Thursday July 01, 2021
Donald Rumsfeld (1932-2021)
Deflecting the truth with aren't-I-clever grins.
The most recent wave of horrific Republicans has made me all-but-forget just how awful the previous generation of horrific Republicans were, but the death of Donald Rumsfeld yesterday, at age 88, reopened some of those wounds. I don't know if Rumsfeld was the worst of the bunch, but his CV is pretty good: secretary of defense under George W. Bush, who, within hours of the 9/11 attack, was turning his eye not toward the attackers but toward his own foreign policy to-do list, which began with Saddam Hussein and Iraq. You might have heard how that one ended.

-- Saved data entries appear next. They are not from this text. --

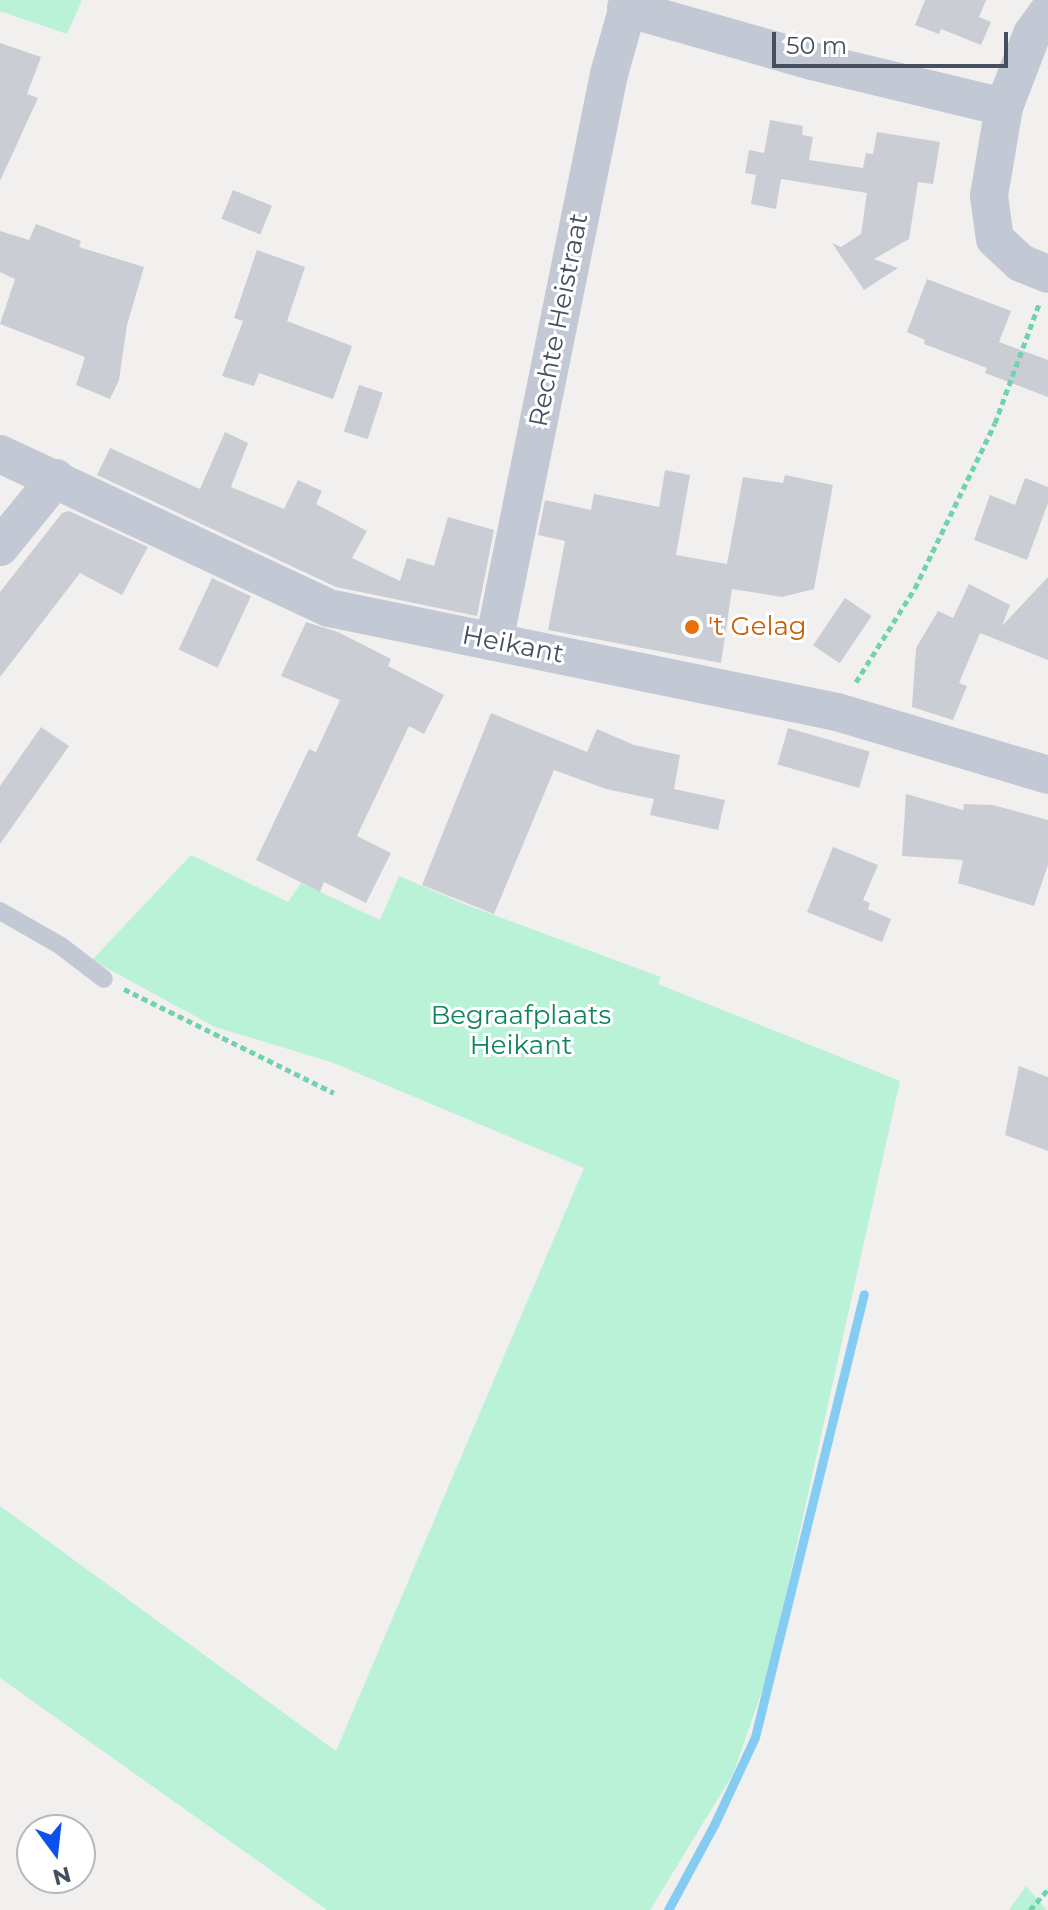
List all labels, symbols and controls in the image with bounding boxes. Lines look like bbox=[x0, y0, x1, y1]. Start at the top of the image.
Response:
scale bar bbox=[776, 16, 1012, 66]
text: 50 m bbox=[786, 31, 847, 60]
street label: Rechte Heistraat bbox=[523, 211, 595, 429]
place label: 't Gelag bbox=[708, 611, 807, 643]
marker: 't Gelag bbox=[683, 618, 701, 636]
street label: Heikant bbox=[460, 620, 566, 670]
park label: Begraafplaats Heikant bbox=[431, 1000, 611, 1062]
north arrow bbox=[16, 1814, 96, 1894]
text: N bbox=[50, 1860, 74, 1891]

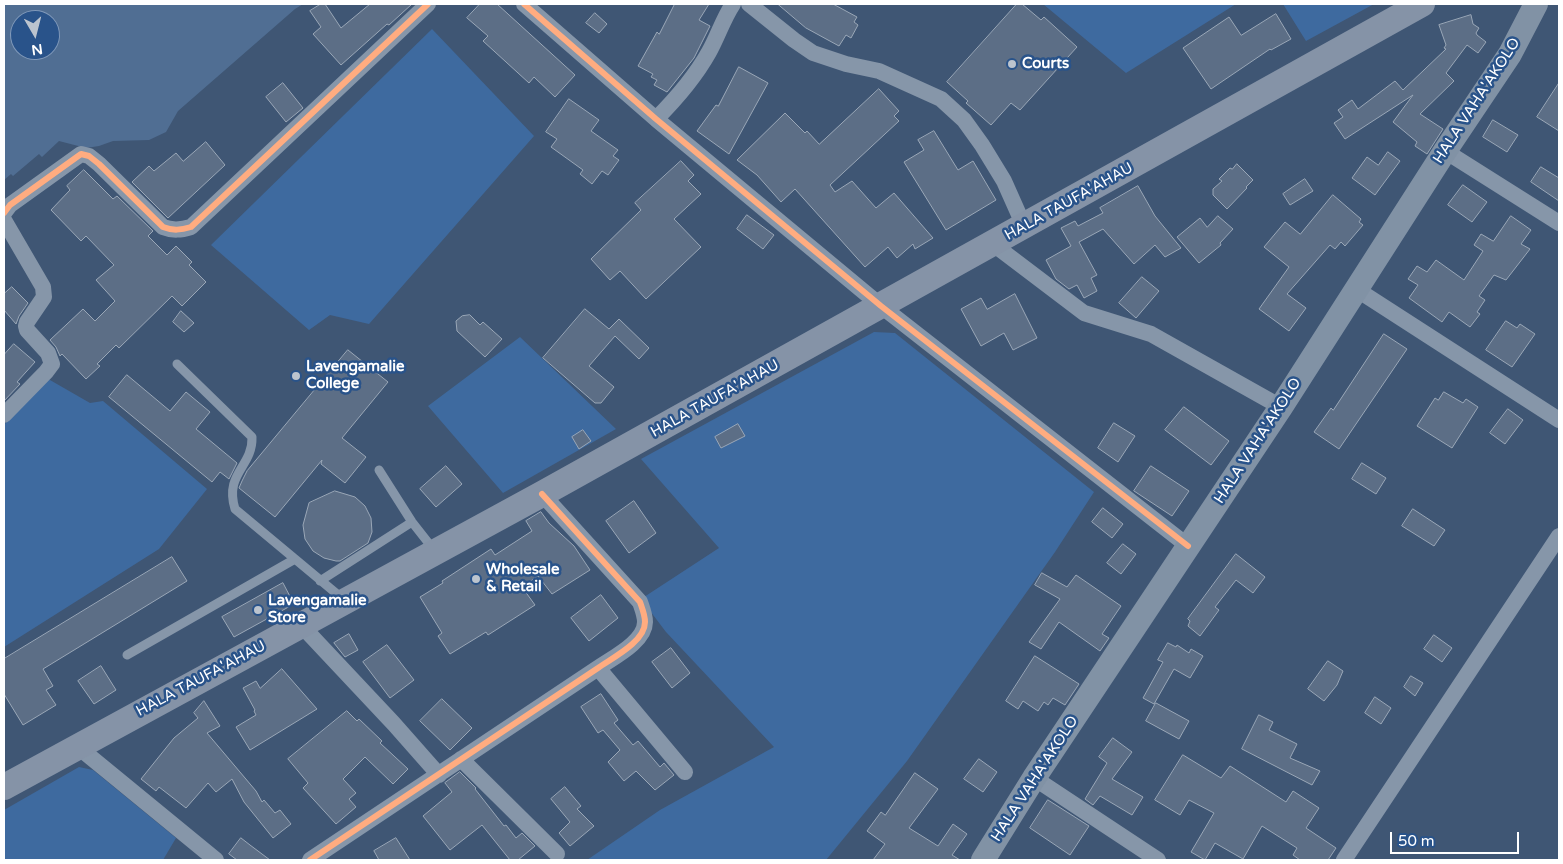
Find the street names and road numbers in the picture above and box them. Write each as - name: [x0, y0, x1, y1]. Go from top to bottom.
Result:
- street label: HALA VAHA'AKOLO: [1430, 35, 1524, 167]
- street label: HALA TAUFA'AHAU: [1002, 159, 1136, 245]
- street label: HALA TAUFA'AHAU: [648, 356, 782, 442]
- street label: HALA VAHA'AKOLO: [1211, 375, 1305, 507]
- street label: HALA TAUFA'AHAU: [133, 637, 269, 721]
- street label: HALA VAHA'AKOLO: [988, 713, 1082, 845]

George Packer has a good obit on the man on the Atlantic site. He's less kind than me. Excerpt:
Rumsfeld was the worst secretary of defense in American history. Being newly dead shouldn't spare him this distinction. He was worse than the closest contender, Robert McNamara ... Rumsfeld was the chief advocate of every disaster in the years after September 11. Wherever the United States government contemplated a wrong turn, Rumsfeld was there first with his hard smile—squinting, mocking the cautious, shoving his country deeper into a hole. His fatal judgment was equaled only by his absolute self-assurance. He lacked the courage to doubt himself. He lacked the wisdom to change his mind. ...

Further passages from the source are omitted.